Sure, again, we get it. The gathering was fuelled by misinformation. But when a group of journalists — with a female correspondent, no less — is being intimidated by masked men flashing trigger fingers at the camera, it has clearly evolved into something more hooliganistic. These men were not confronting a skinhead in a “Blood and Honour” t-shirt. They were confronting a woman trying to do her job.

Finally, in the face of criticism, Phillips blandly tweeted that “anyone committing criminality should face the law”. “But it’s important that the facts of why people are congregating[sic],” she wrote. 

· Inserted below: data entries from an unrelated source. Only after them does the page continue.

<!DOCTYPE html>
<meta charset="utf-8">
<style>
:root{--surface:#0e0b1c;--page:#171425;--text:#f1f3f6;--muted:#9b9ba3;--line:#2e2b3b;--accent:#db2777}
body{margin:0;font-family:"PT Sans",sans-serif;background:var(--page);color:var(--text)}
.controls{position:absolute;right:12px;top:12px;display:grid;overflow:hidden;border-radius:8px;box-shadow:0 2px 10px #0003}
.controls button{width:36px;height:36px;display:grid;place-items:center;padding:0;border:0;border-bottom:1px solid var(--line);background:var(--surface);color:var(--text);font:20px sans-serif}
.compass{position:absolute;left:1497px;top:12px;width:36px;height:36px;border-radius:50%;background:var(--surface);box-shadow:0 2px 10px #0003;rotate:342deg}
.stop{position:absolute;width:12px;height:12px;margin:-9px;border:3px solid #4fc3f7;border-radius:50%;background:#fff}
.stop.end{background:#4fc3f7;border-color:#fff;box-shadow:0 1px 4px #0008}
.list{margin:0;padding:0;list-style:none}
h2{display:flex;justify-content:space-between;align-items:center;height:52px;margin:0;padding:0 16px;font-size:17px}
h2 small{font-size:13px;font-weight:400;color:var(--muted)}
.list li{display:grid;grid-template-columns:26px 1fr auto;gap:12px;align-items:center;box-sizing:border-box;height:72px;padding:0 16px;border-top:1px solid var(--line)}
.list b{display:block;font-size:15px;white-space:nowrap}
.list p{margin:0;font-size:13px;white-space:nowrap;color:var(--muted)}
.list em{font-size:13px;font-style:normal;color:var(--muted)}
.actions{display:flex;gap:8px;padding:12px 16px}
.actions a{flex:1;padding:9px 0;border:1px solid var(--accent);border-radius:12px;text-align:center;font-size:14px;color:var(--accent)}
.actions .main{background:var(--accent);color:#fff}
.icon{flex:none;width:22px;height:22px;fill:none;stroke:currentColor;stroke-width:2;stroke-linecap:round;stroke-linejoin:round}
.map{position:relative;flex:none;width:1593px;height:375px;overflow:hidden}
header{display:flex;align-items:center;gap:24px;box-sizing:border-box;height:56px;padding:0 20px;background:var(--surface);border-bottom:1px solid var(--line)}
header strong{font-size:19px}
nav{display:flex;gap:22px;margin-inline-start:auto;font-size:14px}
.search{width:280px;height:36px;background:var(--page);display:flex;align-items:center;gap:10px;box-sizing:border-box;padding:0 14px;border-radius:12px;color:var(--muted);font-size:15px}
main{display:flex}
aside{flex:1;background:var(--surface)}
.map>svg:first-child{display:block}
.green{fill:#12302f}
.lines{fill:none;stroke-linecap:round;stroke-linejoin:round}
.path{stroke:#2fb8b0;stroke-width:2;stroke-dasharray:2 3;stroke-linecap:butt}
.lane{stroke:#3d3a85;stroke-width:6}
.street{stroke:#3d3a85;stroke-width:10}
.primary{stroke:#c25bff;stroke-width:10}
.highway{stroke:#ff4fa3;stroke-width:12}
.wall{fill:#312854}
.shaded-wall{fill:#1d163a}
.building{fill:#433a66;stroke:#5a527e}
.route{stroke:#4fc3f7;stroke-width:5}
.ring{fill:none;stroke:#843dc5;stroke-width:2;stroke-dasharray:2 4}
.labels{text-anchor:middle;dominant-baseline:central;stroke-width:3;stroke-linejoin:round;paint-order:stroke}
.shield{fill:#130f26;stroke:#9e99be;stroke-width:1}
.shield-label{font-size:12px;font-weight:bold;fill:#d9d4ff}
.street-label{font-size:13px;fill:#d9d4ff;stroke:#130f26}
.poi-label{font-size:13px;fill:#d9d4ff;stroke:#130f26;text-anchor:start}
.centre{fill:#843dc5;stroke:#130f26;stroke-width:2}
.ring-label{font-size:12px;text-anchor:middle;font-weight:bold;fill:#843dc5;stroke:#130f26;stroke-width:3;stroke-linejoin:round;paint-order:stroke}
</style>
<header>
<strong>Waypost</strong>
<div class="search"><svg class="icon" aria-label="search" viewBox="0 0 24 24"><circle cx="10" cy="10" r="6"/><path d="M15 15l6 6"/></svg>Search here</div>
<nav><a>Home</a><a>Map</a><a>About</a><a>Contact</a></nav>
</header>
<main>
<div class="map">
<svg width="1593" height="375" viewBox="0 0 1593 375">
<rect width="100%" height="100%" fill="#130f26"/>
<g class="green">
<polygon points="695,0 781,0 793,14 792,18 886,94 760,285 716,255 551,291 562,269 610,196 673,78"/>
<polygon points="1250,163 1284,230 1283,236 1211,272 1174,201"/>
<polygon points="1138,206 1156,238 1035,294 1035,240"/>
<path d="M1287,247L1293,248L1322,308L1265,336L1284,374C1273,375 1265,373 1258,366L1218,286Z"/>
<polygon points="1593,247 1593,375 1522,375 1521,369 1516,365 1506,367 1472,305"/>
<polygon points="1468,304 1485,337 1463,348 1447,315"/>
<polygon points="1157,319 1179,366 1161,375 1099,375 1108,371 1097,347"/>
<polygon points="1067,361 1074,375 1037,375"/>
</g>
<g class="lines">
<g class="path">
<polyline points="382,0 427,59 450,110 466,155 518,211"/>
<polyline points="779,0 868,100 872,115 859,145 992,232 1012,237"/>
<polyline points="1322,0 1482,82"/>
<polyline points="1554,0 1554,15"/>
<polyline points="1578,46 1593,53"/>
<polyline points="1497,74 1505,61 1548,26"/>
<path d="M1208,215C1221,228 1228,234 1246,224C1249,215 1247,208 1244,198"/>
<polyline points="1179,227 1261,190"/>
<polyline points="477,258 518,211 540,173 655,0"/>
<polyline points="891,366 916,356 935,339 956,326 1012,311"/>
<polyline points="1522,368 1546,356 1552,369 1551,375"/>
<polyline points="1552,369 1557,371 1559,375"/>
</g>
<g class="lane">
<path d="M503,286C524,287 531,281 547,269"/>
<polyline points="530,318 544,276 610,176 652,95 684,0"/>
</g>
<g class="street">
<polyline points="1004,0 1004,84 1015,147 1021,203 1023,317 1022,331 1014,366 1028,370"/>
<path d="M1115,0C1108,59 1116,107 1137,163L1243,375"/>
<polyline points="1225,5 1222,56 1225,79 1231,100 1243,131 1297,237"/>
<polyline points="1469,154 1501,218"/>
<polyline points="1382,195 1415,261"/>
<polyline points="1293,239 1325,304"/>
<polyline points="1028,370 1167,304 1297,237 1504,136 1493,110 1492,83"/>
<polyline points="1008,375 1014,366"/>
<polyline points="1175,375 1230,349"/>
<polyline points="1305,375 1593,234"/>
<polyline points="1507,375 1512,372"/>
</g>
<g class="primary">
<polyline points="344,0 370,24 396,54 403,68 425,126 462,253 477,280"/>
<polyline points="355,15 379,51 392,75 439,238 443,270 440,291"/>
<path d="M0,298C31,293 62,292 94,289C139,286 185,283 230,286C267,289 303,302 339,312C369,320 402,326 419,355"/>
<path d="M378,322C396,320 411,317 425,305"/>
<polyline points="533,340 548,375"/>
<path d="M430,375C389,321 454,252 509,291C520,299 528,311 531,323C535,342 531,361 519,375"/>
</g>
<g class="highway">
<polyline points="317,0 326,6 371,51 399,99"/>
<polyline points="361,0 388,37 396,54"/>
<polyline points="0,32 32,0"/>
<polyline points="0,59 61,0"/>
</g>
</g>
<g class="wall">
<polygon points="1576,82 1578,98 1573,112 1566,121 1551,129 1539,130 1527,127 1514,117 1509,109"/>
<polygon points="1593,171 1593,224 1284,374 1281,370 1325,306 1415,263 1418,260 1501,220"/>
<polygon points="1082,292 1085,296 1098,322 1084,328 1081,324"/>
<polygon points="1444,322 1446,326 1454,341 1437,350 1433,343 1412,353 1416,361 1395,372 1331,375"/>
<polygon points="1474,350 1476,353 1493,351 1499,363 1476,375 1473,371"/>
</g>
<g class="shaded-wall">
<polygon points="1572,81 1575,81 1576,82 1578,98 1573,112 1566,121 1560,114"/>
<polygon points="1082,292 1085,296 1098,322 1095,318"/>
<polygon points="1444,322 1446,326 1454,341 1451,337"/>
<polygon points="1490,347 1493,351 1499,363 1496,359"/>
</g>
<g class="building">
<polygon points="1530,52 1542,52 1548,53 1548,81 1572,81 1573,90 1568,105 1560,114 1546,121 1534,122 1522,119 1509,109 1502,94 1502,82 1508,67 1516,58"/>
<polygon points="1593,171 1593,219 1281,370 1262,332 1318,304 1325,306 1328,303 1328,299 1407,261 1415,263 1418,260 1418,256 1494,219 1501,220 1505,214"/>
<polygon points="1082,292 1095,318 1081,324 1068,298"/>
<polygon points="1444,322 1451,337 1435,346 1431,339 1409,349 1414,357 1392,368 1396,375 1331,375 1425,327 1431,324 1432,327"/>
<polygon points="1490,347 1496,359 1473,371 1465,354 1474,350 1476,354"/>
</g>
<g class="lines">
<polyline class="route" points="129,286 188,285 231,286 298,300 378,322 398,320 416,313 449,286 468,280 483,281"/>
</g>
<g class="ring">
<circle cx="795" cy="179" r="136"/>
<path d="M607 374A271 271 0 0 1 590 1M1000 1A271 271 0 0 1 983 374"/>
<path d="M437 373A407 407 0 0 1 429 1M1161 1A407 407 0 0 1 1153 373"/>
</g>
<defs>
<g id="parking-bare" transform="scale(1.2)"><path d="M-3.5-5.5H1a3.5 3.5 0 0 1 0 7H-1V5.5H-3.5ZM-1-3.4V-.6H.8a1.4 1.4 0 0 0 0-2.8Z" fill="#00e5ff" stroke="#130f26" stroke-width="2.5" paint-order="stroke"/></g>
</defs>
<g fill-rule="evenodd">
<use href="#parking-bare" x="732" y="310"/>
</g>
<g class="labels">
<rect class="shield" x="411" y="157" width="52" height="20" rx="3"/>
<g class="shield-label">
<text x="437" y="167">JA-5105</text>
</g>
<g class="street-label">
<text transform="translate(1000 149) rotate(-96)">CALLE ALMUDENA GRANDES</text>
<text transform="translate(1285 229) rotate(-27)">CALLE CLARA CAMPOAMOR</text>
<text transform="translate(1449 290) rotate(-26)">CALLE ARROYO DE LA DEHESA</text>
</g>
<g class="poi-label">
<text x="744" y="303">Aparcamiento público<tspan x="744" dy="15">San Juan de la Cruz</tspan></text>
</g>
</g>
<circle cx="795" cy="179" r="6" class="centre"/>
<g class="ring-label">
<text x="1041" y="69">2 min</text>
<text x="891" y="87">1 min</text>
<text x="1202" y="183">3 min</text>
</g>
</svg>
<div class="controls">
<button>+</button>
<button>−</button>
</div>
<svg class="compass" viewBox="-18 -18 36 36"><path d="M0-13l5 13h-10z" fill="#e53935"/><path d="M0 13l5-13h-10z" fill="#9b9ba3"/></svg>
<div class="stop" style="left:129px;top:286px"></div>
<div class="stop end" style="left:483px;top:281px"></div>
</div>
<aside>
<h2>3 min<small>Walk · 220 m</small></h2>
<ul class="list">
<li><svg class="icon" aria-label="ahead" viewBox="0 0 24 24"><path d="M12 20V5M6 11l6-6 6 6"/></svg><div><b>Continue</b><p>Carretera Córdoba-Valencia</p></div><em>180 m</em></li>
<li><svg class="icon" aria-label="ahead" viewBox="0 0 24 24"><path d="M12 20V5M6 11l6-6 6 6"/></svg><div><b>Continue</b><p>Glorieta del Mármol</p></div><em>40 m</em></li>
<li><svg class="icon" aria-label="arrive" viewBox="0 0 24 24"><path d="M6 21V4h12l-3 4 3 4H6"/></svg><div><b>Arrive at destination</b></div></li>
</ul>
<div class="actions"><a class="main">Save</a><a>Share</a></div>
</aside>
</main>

That isn’t untrue. I’m sure that it began with young men feeling concerned that their streets would be attacked. It would be purblind not to understand people being on edge. But I’m sure the demonstrations that began in Southport were fuelled by people being enraged by violent crime and indifferent politicians. For an MP to make that point while remaining mute on how they had developed into outbreaks of pogrom-like aggression would be career-ending. 

What consequences will Mrs Phillips, who is not just MP for Birmingham Yardley but Parliamentary Under-Secretary of State for Safeguarding and Violence Against Women and Girls — oh, the irony — end up facing? People with long memories might recall when she dismissed the rash of sexual assaults by migrants in Cologne on New Year’s Eve 2015-2016 as being akin to women being “heckled” on Broad Street in Birmingham “every week”. Are these the words of a politician who will pursue order and justice without fear or favour?

As one of the more disgraceful periods in modern British history grinds on, we can hope that violence does not continue to escalate and that the peace can be achieved. But if the government encourages the justifiable perception of partiality, the outlook seems bleak.